===== EXERCISE DATA

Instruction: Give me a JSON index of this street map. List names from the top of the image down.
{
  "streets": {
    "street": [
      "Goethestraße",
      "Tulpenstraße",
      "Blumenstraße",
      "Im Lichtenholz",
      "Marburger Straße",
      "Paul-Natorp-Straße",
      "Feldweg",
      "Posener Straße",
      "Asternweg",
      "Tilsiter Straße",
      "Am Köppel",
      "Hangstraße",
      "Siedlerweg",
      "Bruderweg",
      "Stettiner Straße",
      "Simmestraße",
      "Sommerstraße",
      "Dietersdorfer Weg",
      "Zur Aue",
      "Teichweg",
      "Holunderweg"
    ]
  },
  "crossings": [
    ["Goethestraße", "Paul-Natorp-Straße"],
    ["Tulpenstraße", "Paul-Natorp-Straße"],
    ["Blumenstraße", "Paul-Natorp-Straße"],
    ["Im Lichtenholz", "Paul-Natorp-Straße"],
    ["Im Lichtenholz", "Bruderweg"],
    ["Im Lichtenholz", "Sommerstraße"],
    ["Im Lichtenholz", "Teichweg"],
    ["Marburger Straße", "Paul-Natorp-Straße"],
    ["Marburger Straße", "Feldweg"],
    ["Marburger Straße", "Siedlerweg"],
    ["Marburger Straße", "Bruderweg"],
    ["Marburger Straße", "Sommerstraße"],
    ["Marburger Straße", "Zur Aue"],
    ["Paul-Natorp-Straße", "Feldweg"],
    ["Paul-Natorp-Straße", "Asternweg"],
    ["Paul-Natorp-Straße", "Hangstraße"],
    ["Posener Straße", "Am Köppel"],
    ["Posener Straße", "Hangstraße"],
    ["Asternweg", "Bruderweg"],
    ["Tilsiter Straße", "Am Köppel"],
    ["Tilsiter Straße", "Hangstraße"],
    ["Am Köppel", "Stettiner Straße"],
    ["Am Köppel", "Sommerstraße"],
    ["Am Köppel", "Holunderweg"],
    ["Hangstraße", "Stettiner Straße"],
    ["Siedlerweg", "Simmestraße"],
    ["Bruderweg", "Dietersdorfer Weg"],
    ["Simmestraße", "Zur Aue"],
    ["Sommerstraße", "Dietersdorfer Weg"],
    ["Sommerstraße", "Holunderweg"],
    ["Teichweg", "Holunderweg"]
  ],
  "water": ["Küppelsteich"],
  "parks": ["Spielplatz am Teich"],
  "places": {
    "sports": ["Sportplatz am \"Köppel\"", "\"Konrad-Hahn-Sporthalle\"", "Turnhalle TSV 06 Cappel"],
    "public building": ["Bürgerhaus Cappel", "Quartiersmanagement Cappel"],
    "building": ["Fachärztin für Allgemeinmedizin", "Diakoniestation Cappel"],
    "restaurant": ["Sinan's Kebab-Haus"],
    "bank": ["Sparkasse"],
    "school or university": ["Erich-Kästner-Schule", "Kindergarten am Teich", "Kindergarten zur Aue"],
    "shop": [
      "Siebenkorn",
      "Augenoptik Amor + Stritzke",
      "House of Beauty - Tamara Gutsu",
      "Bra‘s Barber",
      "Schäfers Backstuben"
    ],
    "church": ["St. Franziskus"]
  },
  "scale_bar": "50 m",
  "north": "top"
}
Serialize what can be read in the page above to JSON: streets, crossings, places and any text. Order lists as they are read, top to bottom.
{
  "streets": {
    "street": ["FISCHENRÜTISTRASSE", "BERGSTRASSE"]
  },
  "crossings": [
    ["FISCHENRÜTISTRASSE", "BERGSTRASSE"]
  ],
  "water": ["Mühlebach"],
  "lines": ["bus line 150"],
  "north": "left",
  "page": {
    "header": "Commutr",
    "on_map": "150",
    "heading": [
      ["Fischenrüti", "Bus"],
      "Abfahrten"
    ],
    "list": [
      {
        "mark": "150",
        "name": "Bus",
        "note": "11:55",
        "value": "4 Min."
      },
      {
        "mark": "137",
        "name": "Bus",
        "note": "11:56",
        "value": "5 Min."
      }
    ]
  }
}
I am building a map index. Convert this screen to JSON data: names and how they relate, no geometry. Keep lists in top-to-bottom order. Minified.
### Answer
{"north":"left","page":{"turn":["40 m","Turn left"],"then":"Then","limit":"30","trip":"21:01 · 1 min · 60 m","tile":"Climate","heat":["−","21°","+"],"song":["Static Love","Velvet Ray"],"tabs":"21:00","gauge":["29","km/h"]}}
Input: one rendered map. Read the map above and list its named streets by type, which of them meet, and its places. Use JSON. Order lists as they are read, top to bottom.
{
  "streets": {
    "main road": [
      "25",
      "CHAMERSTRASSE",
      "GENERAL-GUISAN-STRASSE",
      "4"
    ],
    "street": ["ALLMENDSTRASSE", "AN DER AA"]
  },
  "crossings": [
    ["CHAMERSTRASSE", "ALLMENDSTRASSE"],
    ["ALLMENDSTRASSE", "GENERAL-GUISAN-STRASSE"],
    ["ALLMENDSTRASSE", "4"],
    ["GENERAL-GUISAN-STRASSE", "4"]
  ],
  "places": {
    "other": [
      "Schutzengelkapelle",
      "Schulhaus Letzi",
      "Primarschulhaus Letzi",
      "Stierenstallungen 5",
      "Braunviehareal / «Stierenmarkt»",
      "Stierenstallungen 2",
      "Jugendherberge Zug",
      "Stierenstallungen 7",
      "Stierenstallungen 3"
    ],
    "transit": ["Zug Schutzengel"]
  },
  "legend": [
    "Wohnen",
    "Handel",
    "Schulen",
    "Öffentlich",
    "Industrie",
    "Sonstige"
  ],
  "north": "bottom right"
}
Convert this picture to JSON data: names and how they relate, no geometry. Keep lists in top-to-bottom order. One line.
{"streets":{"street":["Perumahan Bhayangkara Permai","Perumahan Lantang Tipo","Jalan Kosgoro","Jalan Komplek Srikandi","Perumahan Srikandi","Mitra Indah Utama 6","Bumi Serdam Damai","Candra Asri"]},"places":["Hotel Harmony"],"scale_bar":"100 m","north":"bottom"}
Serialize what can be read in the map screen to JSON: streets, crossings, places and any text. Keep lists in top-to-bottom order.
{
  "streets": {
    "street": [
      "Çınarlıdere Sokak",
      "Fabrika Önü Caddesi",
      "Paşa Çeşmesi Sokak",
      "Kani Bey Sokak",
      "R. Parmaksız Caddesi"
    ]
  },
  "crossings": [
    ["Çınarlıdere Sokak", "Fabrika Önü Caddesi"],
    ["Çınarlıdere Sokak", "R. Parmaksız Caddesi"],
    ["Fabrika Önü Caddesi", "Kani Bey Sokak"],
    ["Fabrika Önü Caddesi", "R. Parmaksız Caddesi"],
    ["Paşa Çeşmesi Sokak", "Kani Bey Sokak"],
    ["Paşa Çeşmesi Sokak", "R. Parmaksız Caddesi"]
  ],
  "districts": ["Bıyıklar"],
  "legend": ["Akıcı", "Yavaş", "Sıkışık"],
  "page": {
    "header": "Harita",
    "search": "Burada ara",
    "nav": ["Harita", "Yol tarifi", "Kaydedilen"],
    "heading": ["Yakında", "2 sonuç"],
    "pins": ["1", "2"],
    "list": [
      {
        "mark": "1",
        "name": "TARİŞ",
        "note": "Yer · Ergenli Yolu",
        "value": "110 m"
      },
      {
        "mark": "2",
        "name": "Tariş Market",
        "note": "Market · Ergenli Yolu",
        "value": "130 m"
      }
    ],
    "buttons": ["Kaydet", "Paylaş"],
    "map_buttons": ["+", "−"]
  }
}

==========

## WHAT YOU HAVE TO DO
Would you please give all of the entries above once more, exactly as they are?

## RESPONSE AREA
Instruction: Give me a JSON index of this street map. List names from the top of the image down.
{
  "streets": {
    "street": [
      "Goethestraße",
      "Tulpenstraße",
      "Blumenstraße",
      "Im Lichtenholz",
      "Marburger Straße",
      "Paul-Natorp-Straße",
      "Feldweg",
      "Posener Straße",
      "Asternweg",
      "Tilsiter Straße",
      "Am Köppel",
      "Hangstraße",
      "Siedlerweg",
      "Bruderweg",
      "Stettiner Straße",
      "Simmestraße",
      "Sommerstraße",
      "Dietersdorfer Weg",
      "Zur Aue",
      "Teichweg",
      "Holunderweg"
    ]
  },
  "crossings": [
    ["Goethestraße", "Paul-Natorp-Straße"],
    ["Tulpenstraße", "Paul-Natorp-Straße"],
    ["Blumenstraße", "Paul-Natorp-Straße"],
    ["Im Lichtenholz", "Paul-Natorp-Straße"],
    ["Im Lichtenholz", "Bruderweg"],
    ["Im Lichtenholz", "Sommerstraße"],
    ["Im Lichtenholz", "Teichweg"],
    ["Marburger Straße", "Paul-Natorp-Straße"],
    ["Marburger Straße", "Feldweg"],
    ["Marburger Straße", "Siedlerweg"],
    ["Marburger Straße", "Bruderweg"],
    ["Marburger Straße", "Sommerstraße"],
    ["Marburger Straße", "Zur Aue"],
    ["Paul-Natorp-Straße", "Feldweg"],
    ["Paul-Natorp-Straße", "Asternweg"],
    ["Paul-Natorp-Straße", "Hangstraße"],
    ["Posener Straße", "Am Köppel"],
    ["Posener Straße", "Hangstraße"],
    ["Asternweg", "Bruderweg"],
    ["Tilsiter Straße", "Am Köppel"],
    ["Tilsiter Straße", "Hangstraße"],
    ["Am Köppel", "Stettiner Straße"],
    ["Am Köppel", "Sommerstraße"],
    ["Am Köppel", "Holunderweg"],
    ["Hangstraße", "Stettiner Straße"],
    ["Siedlerweg", "Simmestraße"],
    ["Bruderweg", "Dietersdorfer Weg"],
    ["Simmestraße", "Zur Aue"],
    ["Sommerstraße", "Dietersdorfer Weg"],
    ["Sommerstraße", "Holunderweg"],
    ["Teichweg", "Holunderweg"]
  ],
  "water": ["Küppelsteich"],
  "parks": ["Spielplatz am Teich"],
  "places": {
    "sports": ["Sportplatz am \"Köppel\"", "\"Konrad-Hahn-Sporthalle\"", "Turnhalle TSV 06 Cappel"],
    "public building": ["Bürgerhaus Cappel", "Quartiersmanagement Cappel"],
    "building": ["Fachärztin für Allgemeinmedizin", "Diakoniestation Cappel"],
    "restaurant": ["Sinan's Kebab-Haus"],
    "bank": ["Sparkasse"],
    "school or university": ["Erich-Kästner-Schule", "Kindergarten am Teich", "Kindergarten zur Aue"],
    "shop": [
      "Siebenkorn",
      "Augenoptik Amor + Stritzke",
      "House of Beauty - Tamara Gutsu",
      "Bra‘s Barber",
      "Schäfers Backstuben"
    ],
    "church": ["St. Franziskus"]
  },
  "scale_bar": "50 m",
  "north": "top"
}
Serialize what can be read in the page above to JSON: streets, crossings, places and any text. Order lists as they are read, top to bottom.
{
  "streets": {
    "street": ["FISCHENRÜTISTRASSE", "BERGSTRASSE"]
  },
  "crossings": [
    ["FISCHENRÜTISTRASSE", "BERGSTRASSE"]
  ],
  "water": ["Mühlebach"],
  "lines": ["bus line 150"],
  "north": "left",
  "page": {
    "header": "Commutr",
    "on_map": "150",
    "heading": [
      ["Fischenrüti", "Bus"],
      "Abfahrten"
    ],
    "list": [
      {
        "mark": "150",
        "name": "Bus",
        "note": "11:55",
        "value": "4 Min."
      },
      {
        "mark": "137",
        "name": "Bus",
        "note": "11:56",
        "value": "5 Min."
      }
    ]
  }
}
I am building a map index. Convert this screen to JSON data: names and how they relate, no geometry. Keep lists in top-to-bottom order. Minified.
### Answer
{"north":"left","page":{"turn":["40 m","Turn left"],"then":"Then","limit":"30","trip":"21:01 · 1 min · 60 m","tile":"Climate","heat":["−","21°","+"],"song":["Static Love","Velvet Ray"],"tabs":"21:00","gauge":["29","km/h"]}}
Input: one rendered map. Read the map above and list its named streets by type, which of them meet, and its places. Use JSON. Order lists as they are read, top to bottom.
{
  "streets": {
    "main road": [
      "25",
      "CHAMERSTRASSE",
      "GENERAL-GUISAN-STRASSE",
      "4"
    ],
    "street": ["ALLMENDSTRASSE", "AN DER AA"]
  },
  "crossings": [
    ["CHAMERSTRASSE", "ALLMENDSTRASSE"],
    ["ALLMENDSTRASSE", "GENERAL-GUISAN-STRASSE"],
    ["ALLMENDSTRASSE", "4"],
    ["GENERAL-GUISAN-STRASSE", "4"]
  ],
  "places": {
    "other": [
      "Schutzengelkapelle",
      "Schulhaus Letzi",
      "Primarschulhaus Letzi",
      "Stierenstallungen 5",
      "Braunviehareal / «Stierenmarkt»",
      "Stierenstallungen 2",
      "Jugendherberge Zug",
      "Stierenstallungen 7",
      "Stierenstallungen 3"
    ],
    "transit": ["Zug Schutzengel"]
  },
  "legend": [
    "Wohnen",
    "Handel",
    "Schulen",
    "Öffentlich",
    "Industrie",
    "Sonstige"
  ],
  "north": "bottom right"
}
Convert this picture to JSON data: names and how they relate, no geometry. Keep lists in top-to-bottom order. One line.
{"streets":{"street":["Perumahan Bhayangkara Permai","Perumahan Lantang Tipo","Jalan Kosgoro","Jalan Komplek Srikandi","Perumahan Srikandi","Mitra Indah Utama 6","Bumi Serdam Damai","Candra Asri"]},"places":["Hotel Harmony"],"scale_bar":"100 m","north":"bottom"}
Serialize what can be read in the map screen to JSON: streets, crossings, places and any text. Keep lists in top-to-bottom order.
{
  "streets": {
    "street": [
      "Çınarlıdere Sokak",
      "Fabrika Önü Caddesi",
      "Paşa Çeşmesi Sokak",
      "Kani Bey Sokak",
      "R. Parmaksız Caddesi"
    ]
  },
  "crossings": [
    ["Çınarlıdere Sokak", "Fabrika Önü Caddesi"],
    ["Çınarlıdere Sokak", "R. Parmaksız Caddesi"],
    ["Fabrika Önü Caddesi", "Kani Bey Sokak"],
    ["Fabrika Önü Caddesi", "R. Parmaksız Caddesi"],
    ["Paşa Çeşmesi Sokak", "Kani Bey Sokak"],
    ["Paşa Çeşmesi Sokak", "R. Parmaksız Caddesi"]
  ],
  "districts": ["Bıyıklar"],
  "legend": ["Akıcı", "Yavaş", "Sıkışık"],
  "page": {
    "header": "Harita",
    "search": "Burada ara",
    "nav": ["Harita", "Yol tarifi", "Kaydedilen"],
    "heading": ["Yakında", "2 sonuç"],
    "pins": ["1", "2"],
    "list": [
      {
        "mark": "1",
        "name": "TARİŞ",
        "note": "Yer · Ergenli Yolu",
        "value": "110 m"
      },
      {
        "mark": "2",
        "name": "Tariş Market",
        "note": "Market · Ergenli Yolu",
        "value": "130 m"
      }
    ],
    "buttons": ["Kaydet", "Paylaş"],
    "map_buttons": ["+", "−"]
  }
}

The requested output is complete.